### DIRECTIONS FOR THIS TASK
Exactly the lines from the opening of the records through the line containing "--surface:#1f3261; --page:#273a67; --text:#f1f3f6;" should be copied, with both included.

### INPUT DATA
· · · ·

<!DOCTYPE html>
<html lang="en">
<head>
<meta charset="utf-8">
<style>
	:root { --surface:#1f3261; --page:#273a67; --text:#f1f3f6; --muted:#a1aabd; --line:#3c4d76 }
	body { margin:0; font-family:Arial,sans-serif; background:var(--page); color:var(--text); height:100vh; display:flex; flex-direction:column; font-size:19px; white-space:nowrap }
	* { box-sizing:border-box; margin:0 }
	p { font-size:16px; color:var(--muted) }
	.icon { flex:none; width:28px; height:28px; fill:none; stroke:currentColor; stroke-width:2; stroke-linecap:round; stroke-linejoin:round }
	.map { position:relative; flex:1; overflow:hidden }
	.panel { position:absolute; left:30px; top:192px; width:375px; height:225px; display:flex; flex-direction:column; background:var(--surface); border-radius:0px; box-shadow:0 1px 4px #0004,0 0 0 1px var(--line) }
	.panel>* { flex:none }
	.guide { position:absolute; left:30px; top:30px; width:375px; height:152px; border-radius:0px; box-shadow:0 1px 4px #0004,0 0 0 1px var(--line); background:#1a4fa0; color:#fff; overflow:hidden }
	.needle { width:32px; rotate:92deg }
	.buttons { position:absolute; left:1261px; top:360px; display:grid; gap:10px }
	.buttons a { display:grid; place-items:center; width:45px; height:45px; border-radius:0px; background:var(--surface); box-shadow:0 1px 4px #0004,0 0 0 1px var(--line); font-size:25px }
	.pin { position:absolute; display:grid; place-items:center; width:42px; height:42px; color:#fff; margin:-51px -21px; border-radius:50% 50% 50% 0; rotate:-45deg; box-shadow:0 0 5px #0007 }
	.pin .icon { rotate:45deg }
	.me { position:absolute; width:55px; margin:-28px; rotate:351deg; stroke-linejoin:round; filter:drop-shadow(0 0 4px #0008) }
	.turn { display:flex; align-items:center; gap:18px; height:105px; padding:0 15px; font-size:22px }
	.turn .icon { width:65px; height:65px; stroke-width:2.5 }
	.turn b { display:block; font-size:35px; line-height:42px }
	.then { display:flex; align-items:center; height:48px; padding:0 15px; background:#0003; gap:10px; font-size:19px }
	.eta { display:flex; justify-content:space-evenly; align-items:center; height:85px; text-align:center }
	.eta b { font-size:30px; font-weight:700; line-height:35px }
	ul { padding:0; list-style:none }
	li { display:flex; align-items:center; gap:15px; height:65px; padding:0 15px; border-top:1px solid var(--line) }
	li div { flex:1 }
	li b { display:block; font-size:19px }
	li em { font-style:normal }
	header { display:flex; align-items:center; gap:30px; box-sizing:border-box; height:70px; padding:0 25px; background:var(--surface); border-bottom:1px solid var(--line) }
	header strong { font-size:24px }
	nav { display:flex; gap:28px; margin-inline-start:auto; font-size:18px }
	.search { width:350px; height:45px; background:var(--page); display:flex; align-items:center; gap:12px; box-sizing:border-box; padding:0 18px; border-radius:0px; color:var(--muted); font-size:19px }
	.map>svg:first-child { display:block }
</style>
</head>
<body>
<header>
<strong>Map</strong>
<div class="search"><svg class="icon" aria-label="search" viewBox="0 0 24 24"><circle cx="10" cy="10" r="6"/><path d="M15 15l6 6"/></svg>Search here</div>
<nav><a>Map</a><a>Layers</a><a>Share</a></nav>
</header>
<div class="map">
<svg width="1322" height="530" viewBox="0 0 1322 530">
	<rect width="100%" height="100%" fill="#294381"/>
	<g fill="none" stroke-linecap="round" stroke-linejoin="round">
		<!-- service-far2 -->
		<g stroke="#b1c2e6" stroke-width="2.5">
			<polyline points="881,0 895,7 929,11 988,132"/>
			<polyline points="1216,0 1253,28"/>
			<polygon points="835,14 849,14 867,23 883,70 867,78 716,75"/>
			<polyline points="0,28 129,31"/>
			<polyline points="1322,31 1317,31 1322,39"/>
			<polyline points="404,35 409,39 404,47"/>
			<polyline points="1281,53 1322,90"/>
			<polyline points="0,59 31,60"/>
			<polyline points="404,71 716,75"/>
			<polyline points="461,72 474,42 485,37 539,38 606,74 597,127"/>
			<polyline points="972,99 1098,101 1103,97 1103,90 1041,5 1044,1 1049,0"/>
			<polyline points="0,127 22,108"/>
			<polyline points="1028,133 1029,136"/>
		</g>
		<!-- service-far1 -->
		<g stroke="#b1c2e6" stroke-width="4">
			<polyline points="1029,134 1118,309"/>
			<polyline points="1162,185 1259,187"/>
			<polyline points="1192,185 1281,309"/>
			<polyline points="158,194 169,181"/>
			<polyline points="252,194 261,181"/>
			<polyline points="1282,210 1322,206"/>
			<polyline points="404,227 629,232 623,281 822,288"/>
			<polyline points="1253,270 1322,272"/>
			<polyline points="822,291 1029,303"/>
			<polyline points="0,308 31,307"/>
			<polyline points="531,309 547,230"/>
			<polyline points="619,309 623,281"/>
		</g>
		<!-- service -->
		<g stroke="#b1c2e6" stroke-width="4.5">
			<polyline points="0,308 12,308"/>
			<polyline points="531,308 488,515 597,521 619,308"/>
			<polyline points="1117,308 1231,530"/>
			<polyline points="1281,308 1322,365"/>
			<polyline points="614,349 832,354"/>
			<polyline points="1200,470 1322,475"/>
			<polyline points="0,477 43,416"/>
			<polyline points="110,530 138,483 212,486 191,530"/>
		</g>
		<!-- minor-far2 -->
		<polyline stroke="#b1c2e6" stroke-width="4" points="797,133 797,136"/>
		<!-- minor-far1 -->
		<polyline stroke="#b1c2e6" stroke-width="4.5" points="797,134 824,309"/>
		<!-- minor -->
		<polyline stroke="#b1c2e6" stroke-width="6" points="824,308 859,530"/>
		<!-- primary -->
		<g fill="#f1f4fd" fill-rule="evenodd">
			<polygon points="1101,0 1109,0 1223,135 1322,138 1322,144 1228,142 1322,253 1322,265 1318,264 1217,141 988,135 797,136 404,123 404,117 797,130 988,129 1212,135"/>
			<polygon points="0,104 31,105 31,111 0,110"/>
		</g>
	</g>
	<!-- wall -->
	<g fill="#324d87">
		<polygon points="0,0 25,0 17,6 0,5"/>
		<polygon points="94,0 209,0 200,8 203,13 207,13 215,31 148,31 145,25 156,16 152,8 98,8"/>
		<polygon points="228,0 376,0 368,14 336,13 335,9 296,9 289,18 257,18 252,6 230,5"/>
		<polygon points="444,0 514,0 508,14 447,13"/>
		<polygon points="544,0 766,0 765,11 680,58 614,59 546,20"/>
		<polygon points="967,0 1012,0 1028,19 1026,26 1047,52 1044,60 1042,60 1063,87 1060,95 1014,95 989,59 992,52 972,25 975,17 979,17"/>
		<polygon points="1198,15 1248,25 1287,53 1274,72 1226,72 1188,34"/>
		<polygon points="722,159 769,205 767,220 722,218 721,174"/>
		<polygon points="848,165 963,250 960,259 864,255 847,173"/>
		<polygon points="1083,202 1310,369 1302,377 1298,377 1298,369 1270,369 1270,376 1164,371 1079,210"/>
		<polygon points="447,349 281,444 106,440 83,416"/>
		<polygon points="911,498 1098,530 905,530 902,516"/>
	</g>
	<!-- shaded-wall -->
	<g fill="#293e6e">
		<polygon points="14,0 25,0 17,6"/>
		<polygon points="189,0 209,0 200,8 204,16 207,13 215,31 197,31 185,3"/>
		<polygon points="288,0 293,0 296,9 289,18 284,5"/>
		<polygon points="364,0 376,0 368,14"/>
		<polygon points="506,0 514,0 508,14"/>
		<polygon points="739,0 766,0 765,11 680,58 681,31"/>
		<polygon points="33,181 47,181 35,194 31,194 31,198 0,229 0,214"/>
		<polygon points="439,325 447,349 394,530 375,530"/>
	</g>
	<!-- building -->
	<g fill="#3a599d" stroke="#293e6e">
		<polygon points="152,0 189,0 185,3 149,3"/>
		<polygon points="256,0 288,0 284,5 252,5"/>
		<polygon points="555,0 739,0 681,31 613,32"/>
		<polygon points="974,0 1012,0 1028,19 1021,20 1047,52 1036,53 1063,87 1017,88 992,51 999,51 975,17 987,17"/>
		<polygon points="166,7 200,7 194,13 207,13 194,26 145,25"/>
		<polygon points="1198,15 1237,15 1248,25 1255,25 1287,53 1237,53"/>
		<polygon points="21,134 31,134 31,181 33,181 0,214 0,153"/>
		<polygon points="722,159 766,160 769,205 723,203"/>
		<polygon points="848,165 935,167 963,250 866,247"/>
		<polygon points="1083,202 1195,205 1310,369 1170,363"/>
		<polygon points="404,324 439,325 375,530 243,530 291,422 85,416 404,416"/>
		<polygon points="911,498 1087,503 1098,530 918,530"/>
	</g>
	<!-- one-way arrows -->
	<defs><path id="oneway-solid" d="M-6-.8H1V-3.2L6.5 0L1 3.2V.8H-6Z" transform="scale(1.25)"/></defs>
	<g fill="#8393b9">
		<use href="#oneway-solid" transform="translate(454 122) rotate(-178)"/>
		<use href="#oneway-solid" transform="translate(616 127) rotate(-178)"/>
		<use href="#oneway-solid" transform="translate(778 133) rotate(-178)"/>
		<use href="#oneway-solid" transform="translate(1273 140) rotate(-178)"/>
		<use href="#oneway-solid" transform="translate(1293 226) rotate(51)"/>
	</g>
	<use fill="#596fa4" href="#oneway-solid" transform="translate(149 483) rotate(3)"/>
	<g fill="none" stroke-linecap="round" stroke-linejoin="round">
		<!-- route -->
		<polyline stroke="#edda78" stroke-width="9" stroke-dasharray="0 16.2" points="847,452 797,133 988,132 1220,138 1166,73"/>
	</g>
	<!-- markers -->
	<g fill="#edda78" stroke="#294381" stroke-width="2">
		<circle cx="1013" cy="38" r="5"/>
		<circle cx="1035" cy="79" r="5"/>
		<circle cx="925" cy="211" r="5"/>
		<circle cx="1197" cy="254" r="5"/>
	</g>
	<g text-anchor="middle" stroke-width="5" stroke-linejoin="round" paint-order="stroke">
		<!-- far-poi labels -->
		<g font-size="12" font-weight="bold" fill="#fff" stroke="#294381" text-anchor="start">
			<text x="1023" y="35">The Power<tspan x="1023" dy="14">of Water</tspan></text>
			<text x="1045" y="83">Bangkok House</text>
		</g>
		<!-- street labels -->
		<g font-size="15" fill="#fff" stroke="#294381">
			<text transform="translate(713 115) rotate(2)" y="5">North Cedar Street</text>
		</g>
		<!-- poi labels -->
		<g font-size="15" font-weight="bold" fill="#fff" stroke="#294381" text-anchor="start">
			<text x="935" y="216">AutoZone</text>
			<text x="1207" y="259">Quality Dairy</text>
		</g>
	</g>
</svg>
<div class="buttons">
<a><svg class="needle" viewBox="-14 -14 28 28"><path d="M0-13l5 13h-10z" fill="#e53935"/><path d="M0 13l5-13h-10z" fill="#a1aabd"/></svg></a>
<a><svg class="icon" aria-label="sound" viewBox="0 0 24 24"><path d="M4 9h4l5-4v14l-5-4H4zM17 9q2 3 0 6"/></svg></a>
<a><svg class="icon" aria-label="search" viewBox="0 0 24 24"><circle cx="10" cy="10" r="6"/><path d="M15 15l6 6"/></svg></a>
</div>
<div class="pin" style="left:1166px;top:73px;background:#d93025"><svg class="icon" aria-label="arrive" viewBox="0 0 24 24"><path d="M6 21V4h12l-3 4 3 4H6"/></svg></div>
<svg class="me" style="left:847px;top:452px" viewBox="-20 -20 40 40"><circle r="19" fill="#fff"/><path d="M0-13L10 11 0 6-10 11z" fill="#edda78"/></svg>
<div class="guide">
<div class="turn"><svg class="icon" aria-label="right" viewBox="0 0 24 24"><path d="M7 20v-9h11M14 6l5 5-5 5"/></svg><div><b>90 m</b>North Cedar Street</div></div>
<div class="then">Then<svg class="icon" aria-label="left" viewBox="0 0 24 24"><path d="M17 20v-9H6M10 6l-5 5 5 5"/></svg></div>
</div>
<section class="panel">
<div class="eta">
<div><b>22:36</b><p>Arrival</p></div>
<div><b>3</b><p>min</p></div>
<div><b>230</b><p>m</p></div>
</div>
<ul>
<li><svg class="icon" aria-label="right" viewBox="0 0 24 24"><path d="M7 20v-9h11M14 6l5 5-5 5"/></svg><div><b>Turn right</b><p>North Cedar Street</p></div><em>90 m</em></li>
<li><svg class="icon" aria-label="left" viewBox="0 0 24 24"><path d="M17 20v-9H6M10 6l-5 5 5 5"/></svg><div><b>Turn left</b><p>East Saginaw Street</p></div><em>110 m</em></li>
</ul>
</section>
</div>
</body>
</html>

· · · ·

### EXPECTED ANSWER
<!DOCTYPE html>
<html lang="en">
<head>
<meta charset="utf-8">
<style>
	:root { --surface:#1f3261; --page:#273a67; --text:#f1f3f6; --muted:#a1aabd; --line:#3c4d76 }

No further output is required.